# tank?



## scalar

do acrylic tanks bow,because my new 220 gal one bows very little on the front pane like 1/4 of an inch is this ok.


----------



## aunt kymmie

They shouldn't, unless they are a bow "designed" tank. My 100gl display is an acrylic and the front pane is perfectly straight and level.


----------



## scalar

aunt kymmie said:


> They shouldn't, unless they are a bow "designed" tank. My 100gl display is an acrylic and the front pane is perfectly straight and level.


it bows downwards but very little.


----------



## bearwithfish

could you post a pic??? i am wondering what its sitting on perhaps that may be playing a role in this .. oh and was this a commercially manufactured tank or a DIY?? i only ask because a small design flaw could be the issue also


----------



## scalar

bearwithfish said:


> could you post a pic??? i am wondering what its sitting on perhaps that may be playing a role in this .. oh and was this a commercially manufactured tank or a DIY?? i only ask because a small design flaw could be the issue also


it made by clarity plus and its on a very supported stand.


----------



## bearwithfish

not sure then sorry i can not be more help... i will bow ot for those with more knowledge to assist


----------



## redchigh

Is it on a hard surface?
Many people perfer to place a sheet of foam or something under tanks to spread out the weight....


----------



## scalar

redchigh said:


> Is it on a hard surface?
> Many people perfer to place a sheet of foam or something under tanks to spread out the weight....
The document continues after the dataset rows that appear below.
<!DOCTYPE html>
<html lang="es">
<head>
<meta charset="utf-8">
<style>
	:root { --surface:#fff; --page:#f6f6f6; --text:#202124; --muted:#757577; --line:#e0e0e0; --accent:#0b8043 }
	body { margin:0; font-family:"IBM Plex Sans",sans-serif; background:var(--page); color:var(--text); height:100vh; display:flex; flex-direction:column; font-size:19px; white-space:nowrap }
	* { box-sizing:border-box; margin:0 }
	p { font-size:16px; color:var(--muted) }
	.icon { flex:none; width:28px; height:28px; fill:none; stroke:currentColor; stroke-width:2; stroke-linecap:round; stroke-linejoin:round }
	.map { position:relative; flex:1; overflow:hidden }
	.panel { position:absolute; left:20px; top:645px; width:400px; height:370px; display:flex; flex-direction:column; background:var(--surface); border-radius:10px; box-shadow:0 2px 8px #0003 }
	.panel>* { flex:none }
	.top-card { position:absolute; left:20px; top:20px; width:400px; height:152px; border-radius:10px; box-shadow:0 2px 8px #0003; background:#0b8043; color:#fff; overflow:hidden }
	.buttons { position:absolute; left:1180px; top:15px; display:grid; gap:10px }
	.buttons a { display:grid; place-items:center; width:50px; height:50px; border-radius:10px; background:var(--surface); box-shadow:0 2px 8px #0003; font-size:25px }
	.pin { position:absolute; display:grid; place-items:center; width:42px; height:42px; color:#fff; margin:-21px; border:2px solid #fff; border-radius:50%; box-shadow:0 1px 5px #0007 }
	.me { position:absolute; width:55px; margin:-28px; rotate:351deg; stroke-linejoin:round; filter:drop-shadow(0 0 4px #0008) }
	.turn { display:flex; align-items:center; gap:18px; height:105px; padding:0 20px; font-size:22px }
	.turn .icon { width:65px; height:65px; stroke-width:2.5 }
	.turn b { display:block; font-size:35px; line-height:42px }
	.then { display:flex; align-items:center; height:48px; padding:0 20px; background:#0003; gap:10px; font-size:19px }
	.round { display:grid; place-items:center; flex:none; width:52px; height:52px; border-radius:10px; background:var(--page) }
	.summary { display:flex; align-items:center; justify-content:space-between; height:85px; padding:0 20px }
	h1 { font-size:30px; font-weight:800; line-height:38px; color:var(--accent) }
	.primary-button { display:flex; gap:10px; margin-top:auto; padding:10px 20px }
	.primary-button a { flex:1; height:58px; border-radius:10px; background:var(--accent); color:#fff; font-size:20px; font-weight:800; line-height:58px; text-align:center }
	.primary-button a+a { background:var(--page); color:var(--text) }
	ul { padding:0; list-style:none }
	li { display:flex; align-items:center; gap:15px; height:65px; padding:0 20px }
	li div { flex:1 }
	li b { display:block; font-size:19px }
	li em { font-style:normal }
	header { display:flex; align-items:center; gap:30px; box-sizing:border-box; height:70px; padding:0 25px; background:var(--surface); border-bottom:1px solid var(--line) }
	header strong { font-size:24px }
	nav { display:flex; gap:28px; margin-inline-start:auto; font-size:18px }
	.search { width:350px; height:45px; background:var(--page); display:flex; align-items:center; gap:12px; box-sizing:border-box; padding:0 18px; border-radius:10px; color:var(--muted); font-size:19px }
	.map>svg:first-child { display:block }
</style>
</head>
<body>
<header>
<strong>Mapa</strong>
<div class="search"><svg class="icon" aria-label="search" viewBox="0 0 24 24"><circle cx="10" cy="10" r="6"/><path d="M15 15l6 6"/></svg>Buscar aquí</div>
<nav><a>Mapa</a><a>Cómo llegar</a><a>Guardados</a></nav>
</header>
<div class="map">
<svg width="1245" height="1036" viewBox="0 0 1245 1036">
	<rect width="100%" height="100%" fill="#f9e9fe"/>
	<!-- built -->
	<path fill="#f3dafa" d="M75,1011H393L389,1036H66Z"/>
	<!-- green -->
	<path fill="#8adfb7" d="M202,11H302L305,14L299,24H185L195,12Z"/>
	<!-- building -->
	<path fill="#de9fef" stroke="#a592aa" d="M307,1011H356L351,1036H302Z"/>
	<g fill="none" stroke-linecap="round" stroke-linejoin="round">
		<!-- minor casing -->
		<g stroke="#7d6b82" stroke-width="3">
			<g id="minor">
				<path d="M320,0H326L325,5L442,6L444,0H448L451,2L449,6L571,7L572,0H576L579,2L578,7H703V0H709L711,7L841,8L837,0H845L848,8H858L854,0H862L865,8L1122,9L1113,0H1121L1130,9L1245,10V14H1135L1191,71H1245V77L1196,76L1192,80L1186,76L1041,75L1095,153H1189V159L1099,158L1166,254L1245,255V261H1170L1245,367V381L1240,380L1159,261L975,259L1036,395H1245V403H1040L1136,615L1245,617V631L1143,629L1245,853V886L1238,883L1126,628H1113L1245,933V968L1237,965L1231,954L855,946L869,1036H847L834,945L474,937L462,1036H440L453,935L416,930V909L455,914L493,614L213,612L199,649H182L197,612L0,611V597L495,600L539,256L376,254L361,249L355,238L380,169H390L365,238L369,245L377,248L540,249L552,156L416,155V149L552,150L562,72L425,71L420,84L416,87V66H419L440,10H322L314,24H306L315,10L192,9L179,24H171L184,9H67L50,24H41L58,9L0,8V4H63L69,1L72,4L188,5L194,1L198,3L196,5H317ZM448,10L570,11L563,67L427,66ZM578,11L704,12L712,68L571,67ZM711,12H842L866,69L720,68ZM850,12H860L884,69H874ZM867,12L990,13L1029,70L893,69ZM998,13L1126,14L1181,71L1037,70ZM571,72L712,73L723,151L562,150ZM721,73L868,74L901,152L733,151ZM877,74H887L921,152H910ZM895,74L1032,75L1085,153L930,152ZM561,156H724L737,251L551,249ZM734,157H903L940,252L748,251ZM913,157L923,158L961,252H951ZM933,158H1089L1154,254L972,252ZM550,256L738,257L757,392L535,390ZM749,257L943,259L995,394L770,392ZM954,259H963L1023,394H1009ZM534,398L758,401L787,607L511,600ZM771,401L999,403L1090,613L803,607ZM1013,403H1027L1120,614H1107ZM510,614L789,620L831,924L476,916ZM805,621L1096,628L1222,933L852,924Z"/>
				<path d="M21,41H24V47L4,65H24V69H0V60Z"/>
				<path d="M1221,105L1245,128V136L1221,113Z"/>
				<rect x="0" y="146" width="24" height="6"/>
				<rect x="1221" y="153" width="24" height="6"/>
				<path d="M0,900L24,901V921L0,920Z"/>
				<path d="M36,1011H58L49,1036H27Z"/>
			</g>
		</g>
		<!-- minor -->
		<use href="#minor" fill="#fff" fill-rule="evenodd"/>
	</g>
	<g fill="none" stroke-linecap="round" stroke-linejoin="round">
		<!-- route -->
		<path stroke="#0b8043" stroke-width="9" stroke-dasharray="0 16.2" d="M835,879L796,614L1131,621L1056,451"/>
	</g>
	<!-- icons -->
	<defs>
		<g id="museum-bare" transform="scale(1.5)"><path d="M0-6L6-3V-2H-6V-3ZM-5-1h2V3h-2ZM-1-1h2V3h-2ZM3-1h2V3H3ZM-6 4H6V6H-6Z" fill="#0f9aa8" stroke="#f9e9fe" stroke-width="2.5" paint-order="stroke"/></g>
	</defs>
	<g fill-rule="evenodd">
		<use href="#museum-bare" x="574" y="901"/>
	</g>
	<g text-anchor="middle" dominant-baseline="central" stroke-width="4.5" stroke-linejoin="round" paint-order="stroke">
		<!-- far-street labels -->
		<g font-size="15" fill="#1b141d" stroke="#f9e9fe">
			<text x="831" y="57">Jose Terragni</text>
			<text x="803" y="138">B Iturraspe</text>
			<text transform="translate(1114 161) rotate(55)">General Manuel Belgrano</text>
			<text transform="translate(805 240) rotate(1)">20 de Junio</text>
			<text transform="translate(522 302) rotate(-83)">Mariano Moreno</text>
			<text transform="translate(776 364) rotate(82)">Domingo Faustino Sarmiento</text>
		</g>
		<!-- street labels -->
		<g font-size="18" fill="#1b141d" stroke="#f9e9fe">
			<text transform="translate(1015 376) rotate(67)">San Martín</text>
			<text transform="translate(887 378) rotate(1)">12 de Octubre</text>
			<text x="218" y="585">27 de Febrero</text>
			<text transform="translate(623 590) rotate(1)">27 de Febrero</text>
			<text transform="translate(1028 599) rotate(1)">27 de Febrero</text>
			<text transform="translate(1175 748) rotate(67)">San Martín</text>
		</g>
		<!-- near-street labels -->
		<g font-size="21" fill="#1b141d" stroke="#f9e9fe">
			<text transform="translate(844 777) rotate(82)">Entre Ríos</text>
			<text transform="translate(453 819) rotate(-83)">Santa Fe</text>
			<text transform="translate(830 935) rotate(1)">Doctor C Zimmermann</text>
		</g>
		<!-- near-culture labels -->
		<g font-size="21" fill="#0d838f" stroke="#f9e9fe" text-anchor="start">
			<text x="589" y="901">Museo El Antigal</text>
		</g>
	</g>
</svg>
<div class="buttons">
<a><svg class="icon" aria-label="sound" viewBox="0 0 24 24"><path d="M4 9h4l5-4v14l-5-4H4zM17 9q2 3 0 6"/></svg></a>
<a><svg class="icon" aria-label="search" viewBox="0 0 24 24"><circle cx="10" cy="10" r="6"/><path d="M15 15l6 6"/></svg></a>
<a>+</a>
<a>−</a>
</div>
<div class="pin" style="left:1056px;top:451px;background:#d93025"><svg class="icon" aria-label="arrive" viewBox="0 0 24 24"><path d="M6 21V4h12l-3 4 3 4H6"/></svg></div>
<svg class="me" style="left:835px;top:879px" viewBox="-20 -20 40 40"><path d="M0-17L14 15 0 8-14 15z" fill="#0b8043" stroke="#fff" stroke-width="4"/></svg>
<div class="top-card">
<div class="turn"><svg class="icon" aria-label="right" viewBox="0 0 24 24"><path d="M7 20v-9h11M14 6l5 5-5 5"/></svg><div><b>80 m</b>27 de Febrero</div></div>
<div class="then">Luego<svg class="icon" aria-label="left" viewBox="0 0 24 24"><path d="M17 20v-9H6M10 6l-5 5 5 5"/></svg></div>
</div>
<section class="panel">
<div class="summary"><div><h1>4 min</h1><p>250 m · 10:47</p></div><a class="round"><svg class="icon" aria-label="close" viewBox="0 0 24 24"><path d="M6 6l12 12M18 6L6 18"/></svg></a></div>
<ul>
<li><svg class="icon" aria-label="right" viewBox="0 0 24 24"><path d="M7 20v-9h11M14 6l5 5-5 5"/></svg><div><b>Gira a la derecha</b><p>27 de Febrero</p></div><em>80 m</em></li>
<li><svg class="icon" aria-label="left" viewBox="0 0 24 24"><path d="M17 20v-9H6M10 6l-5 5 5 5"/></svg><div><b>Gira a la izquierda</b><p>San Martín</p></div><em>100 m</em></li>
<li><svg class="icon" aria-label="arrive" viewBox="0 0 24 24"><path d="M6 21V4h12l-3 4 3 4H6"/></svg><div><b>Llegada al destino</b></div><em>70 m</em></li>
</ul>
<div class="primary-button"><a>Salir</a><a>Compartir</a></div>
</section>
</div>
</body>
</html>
yes its on 4x4 and ply wood


----------



## dfbiggs

I have a 10 gallon acrylic and a 37 g glass and they both "bow". It is just very slight...nothing I am concerned about...and they are also directly on wood on a floor with carpet. I figure they are glued together with a flexi-like glue (caulking) so they may adjust a little...maybe even with temp of the room. The 37 gallon does have the strap across the top for extra support and it is a taller tank so I would think it was under more stress than a shorter breeder style tank.. so since you have a larger tank I guess I would expect some expansion..but I am not an expert. Just depends on how much bowing you are talking about I guess. I expect old tanks or ones that have been exposed to extreme temp would be more at risk for this...like one of mine has been kept in my garage here in LV in 100+ degrees...and the other is brand new.

Could also be due to it being off balance...did you get a leveler out and see if it sitting on the floor evenly? If you have it in a carpeted room you will want to make sure it is not sitting on the edge of the carpet because there is a tack strip on the under side that will lean your tank forward..you can feel for it.

Hope this helps some,
-d


----------